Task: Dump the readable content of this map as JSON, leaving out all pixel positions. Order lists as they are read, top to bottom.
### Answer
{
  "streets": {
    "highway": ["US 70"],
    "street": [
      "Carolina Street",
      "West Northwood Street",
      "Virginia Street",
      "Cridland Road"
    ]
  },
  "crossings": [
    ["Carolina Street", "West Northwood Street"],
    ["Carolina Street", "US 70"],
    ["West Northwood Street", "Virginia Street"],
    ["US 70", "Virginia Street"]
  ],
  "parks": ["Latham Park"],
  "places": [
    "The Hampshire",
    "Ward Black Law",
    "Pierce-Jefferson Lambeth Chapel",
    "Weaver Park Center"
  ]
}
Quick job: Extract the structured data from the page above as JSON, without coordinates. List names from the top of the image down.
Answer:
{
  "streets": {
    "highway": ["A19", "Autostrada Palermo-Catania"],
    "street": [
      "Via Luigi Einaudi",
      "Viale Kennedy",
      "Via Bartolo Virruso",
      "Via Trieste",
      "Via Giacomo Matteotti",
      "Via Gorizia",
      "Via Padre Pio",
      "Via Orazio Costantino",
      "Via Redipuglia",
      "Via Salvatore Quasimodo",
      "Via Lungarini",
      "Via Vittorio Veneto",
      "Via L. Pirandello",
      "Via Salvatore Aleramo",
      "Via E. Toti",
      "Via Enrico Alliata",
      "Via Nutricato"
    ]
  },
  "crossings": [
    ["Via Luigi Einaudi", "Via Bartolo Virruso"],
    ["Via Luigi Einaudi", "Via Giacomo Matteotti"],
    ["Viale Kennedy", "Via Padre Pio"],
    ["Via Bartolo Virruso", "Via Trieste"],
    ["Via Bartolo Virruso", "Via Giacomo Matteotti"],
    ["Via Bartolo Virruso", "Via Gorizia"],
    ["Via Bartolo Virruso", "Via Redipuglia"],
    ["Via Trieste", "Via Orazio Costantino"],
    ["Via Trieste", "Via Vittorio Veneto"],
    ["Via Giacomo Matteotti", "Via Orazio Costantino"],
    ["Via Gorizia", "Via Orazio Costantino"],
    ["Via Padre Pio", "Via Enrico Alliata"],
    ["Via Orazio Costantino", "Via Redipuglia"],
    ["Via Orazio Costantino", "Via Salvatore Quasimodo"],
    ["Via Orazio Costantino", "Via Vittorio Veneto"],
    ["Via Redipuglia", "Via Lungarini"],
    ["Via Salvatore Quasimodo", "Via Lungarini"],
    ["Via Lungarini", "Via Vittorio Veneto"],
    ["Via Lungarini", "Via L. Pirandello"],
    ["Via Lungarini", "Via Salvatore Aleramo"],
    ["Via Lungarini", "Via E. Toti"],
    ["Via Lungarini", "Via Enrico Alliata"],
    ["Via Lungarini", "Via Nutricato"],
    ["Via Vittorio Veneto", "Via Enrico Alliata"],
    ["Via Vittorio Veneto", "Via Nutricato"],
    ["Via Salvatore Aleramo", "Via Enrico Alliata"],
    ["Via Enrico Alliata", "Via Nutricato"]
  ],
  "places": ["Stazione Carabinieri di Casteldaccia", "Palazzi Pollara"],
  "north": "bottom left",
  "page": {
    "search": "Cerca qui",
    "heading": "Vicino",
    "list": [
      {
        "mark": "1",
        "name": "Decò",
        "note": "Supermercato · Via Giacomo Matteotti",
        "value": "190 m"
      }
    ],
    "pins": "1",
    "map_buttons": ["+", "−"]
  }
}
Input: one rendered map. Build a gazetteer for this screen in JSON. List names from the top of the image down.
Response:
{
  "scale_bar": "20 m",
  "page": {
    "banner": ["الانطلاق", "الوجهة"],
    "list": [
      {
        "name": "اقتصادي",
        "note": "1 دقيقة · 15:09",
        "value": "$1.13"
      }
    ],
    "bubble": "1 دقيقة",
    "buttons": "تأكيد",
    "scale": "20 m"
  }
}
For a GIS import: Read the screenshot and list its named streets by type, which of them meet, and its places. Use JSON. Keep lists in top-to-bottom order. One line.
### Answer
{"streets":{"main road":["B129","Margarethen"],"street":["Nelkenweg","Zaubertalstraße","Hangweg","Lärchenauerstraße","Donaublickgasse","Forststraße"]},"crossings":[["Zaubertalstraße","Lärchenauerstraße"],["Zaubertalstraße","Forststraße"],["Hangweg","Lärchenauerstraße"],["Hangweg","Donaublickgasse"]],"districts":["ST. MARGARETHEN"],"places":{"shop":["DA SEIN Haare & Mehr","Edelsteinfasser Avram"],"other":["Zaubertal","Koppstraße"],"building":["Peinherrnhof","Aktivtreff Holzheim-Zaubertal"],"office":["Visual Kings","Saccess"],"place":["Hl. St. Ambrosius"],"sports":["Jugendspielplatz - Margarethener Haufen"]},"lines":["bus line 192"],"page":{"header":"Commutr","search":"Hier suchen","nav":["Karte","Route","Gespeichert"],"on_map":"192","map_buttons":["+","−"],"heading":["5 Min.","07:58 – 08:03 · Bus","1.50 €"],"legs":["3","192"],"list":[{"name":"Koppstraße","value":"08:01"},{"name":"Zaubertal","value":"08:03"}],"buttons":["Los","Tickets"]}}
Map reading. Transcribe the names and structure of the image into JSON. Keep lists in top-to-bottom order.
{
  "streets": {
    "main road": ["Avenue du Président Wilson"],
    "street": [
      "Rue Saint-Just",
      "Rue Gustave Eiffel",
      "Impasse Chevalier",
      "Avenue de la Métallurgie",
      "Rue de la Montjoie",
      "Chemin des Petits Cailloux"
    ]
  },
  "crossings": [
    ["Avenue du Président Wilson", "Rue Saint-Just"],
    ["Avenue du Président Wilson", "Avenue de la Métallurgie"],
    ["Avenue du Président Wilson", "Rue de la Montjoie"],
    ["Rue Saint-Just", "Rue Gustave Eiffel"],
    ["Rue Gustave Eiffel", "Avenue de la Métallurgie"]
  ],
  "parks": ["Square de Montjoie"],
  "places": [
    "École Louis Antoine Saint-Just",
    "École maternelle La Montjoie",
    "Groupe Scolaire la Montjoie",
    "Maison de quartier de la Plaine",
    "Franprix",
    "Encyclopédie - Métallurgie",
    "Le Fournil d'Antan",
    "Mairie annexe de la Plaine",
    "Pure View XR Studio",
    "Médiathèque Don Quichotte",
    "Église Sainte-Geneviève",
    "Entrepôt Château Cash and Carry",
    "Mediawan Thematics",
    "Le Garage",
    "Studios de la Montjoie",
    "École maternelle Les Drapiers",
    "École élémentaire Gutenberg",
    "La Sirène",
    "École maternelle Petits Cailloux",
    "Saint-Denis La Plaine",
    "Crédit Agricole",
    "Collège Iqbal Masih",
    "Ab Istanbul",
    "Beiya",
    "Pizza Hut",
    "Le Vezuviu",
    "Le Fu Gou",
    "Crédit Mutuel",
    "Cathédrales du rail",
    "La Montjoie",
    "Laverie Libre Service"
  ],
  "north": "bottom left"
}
□ □ □ □ □
▸ **Task**:
Exactly as they appear, copy the lines of the listing above from the first through the one that contains "Quick job: Extract", and nothing more.

▸ **Response box**:
Task: Dump the readable content of this map as JSON, leaving out all pixel positions. Order lists as they are read, top to bottom.
### Answer
{
  "streets": {
    "highway": ["US 70"],
    "street": [
      "Carolina Street",
      "West Northwood Street",
      "Virginia Street",
      "Cridland Road"
    ]
  },
  "crossings": [
    ["Carolina Street", "West Northwood Street"],
    ["Carolina Street", "US 70"],
    ["West Northwood Street", "Virginia Street"],
    ["US 70", "Virginia Street"]
  ],
  "parks": ["Latham Park"],
  "places": [
    "The Hampshire",
    "Ward Black Law",
    "Pierce-Jefferson Lambeth Chapel",
    "Weaver Park Center"
  ]
}
Quick job: Extract the structured data from the page above as JSON, without coordinates. List names from the top of the image down.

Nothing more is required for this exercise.